请注意我是如何提供对 theano 函数的更新的，正如人们所说的那样，可以解决类似的问题。

最后，这是错误：

Traceback (most recent call last):
  File "ptrnets_j1_d.py", line 973, in <module>
    reload_model=args.reload,
  File "ptrnets_j1_d.py", line 760, in train_lstm
    (use_noise, p, p_mask, x, x_mask, y, y_mask, at, at_mask, preds, cost, f_encode, f_decode, f_probi, f_argt_preds, anneal) = build_model(tparams, model_options)
  File "ptrnets_j1_d.py", line 690, in build_model
    preds, f_encode, f_decode, f_probi, argt_preds, f_argt_preds = ptr_network(tparams, p, p_mask, x, x_mask, xi, xi_mask, hidi, celi, hids, use_noise, options)
  File "ptrnets_j1_d.py", line 368, in ptr_network
    f_decode = theano.function([p_mask, p, x_mask, x], preds, updates=updates)
  File "/home/ppotash/virtual-env/local/lib/python2.7/site-packages/theano/compile/function.py", line 320, in function
    output_keys=output_keys)
  File "/home/ppotash/virtual-env/local/lib/python2.7/site-packages/theano/compile/pfunc.py", line 479, in pfunc
    output_keys=output_keys)
  File "/home/ppotash/virtual-env/local/lib/python2.7/site-packages/theano/compile/function_module.py", line 1776, in orig_function
    output_keys=output_keys).create(
  File "/home/ppotash/virtual-env/local/lib/python2.7/site-packages/theano/compile/function_module.py", line 1428, in __init__
    accept_inplace)
  File "/home/ppotash/virtual-env/local/lib/python2.7/site-packages/theano/compile/function_module.py", line 177, in std_fgraph
    update_mapping=update_mapping)
  File "/home/ppotash/virtual-env/local/lib/python2.7/site-packages/theano/gof/fg.py", line 171, in __init__
    self.__import_r__(output, reason="init")
  File "/home/ppotash/virtual-env/local/lib/python2.7/site-packages/theano/gof/fg.py", line 360, in __import_r__
    self.__import__(variable.owner, reason=reason)
  File "/home/ppotash/virtual-env/local/lib/python2.7/site-packages/theano/gof/fg.py", line 465, in __import__
    detailed_err_msg)
theano.gof.fg.MissingInputError: A variable that is an input to the graph was neither provided as an input to the function nor given a value.
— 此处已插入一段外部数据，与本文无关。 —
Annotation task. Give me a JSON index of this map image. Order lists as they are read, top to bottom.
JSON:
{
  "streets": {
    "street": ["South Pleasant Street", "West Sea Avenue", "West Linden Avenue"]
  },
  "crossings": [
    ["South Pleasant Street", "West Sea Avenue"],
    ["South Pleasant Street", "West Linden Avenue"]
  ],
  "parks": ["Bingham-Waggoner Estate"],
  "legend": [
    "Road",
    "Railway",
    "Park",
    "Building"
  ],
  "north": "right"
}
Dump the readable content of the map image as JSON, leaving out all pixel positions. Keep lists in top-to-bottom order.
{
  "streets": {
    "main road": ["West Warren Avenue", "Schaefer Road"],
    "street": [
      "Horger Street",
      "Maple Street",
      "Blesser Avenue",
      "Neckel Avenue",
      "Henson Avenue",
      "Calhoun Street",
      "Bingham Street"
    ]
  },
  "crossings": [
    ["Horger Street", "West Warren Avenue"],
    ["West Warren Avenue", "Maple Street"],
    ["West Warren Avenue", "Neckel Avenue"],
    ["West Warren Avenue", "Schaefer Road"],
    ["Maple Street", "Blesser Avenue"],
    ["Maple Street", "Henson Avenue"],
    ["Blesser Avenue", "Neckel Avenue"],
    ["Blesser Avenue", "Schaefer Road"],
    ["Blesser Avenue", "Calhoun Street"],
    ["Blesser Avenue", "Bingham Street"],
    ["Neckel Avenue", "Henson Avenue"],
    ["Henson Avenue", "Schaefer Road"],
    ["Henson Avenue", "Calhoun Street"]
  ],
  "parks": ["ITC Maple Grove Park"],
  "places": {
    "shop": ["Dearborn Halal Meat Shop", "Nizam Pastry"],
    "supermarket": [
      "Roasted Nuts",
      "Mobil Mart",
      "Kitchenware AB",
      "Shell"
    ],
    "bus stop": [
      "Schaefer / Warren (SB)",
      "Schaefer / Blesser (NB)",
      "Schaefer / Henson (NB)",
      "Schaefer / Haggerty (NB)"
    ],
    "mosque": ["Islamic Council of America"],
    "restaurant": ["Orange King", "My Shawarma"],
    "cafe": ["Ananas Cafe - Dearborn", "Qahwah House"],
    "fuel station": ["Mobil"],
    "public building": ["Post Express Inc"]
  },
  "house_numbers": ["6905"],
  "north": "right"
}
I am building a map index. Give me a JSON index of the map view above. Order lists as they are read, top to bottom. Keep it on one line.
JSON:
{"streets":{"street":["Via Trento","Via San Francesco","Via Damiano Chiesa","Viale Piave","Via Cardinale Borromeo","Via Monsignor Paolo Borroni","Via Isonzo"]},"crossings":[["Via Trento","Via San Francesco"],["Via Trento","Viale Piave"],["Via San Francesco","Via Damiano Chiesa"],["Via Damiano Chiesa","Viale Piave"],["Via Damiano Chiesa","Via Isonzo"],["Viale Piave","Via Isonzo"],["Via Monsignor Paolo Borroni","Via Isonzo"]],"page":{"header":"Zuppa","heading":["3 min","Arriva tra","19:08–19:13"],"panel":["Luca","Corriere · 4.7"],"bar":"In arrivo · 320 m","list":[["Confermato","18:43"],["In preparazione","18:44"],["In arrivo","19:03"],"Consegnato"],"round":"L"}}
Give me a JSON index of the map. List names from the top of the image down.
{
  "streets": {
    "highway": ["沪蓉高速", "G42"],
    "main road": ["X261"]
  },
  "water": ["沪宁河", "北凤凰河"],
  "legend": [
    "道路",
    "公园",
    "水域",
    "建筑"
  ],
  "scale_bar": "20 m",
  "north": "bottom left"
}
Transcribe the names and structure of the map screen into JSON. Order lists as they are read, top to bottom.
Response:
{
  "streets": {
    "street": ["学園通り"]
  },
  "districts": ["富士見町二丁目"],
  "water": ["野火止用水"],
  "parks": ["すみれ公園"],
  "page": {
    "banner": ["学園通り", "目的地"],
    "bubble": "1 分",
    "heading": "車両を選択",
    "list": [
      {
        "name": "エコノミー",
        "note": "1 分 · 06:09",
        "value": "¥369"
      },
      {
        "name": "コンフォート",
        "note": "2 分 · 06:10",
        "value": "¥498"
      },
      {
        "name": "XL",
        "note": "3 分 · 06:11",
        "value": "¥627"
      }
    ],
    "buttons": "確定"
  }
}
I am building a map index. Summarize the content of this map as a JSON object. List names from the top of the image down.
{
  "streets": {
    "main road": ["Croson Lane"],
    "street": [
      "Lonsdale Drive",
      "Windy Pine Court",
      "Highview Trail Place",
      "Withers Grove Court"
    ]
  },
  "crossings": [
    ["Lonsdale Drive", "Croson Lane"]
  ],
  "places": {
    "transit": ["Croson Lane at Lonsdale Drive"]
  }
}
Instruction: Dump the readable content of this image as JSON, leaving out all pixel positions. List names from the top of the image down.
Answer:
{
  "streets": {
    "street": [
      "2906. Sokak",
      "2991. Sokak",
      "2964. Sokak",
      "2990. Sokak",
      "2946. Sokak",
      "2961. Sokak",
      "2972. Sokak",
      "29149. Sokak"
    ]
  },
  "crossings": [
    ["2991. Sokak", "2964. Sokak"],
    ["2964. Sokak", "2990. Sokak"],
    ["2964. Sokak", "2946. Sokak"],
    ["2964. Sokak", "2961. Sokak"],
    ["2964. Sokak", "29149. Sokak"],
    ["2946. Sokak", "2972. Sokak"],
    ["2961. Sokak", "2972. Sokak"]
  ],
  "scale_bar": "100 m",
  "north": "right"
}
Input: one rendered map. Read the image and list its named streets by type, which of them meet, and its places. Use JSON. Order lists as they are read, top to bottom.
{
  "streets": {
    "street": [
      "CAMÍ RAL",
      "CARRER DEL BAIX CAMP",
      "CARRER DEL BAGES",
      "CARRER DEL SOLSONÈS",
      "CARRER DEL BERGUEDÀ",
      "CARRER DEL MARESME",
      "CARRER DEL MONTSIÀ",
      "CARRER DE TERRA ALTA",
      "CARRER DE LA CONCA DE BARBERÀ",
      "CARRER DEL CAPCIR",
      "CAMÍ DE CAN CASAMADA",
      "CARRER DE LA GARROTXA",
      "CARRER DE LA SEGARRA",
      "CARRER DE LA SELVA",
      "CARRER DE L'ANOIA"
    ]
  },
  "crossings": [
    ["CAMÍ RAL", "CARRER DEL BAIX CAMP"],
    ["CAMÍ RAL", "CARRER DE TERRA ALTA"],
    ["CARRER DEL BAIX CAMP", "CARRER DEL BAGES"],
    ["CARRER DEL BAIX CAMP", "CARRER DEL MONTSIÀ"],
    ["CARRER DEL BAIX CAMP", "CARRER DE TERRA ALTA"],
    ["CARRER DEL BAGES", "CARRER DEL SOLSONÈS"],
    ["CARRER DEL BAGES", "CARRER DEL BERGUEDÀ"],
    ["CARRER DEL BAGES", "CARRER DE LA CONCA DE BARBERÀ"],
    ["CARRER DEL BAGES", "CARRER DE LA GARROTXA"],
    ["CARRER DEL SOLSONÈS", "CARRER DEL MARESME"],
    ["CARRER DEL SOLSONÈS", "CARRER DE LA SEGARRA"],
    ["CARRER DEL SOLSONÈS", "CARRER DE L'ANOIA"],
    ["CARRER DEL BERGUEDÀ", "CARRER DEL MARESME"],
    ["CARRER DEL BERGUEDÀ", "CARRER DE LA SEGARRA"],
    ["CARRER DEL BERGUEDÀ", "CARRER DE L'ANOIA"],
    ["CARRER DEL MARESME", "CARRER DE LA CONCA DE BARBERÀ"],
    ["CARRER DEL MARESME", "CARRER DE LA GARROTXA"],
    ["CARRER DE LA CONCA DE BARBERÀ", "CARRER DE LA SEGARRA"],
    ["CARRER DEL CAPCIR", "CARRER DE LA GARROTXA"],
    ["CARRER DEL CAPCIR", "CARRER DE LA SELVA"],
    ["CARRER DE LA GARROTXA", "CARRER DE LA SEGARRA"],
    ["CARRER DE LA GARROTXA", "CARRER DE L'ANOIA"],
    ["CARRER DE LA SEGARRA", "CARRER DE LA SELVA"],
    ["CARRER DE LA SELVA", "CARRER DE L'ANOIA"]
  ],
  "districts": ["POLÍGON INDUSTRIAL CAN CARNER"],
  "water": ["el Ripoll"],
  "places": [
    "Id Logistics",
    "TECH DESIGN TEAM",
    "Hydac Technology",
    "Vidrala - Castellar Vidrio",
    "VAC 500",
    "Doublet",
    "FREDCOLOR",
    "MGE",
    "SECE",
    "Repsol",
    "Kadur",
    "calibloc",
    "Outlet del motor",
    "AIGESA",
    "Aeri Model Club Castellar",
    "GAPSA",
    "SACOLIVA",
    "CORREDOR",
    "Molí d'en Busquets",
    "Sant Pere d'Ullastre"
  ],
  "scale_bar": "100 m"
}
A chain of variables leading from this input to an output is [p_mask[t], DimShuffle{0,x}.0, Subtensor{::, ::}.0, Elemwise{mul,no_inplace}.0, Elemwise{add,no_inplace}.0, Shape.0, GPU_mrg_uniform{CudaNdarrayType(float32, matrix),no_inplace}.0]. This chain may not be unique
Backtrace when the variable is created:
  File "ptrnets_j1_d.py", line 973, in <module>
    reload_model=args.reload,
  File "ptrnets_j1_d.py", line 760, in train_lstm
    (use_noise, p, p_mask, x, x_mask, y, y_mask, at, at_mask, preds, cost, f_encode, f_decode, f_probi, f_argt_preds, anneal) = build_model(tparams, model_options)
  File "ptrnets_j1_d.py", line 690, in build_model
    preds, f_encode, f_decode, f_probi, argt_preds, f_argt_preds = ptr_network(tparams, p, p_mask, x, x_mask, xi, xi_mask, hidi, celi, hids, use_noise, options)
  File "ptrnets_j1_d.py", line 350, in ptr_network
    n_steps=n_sizes)

一种想法是，当你给它一个符号形状时，用于扫描的函数中使用的二项式生成器会导致错误。这篇文章中已经提到了这一点。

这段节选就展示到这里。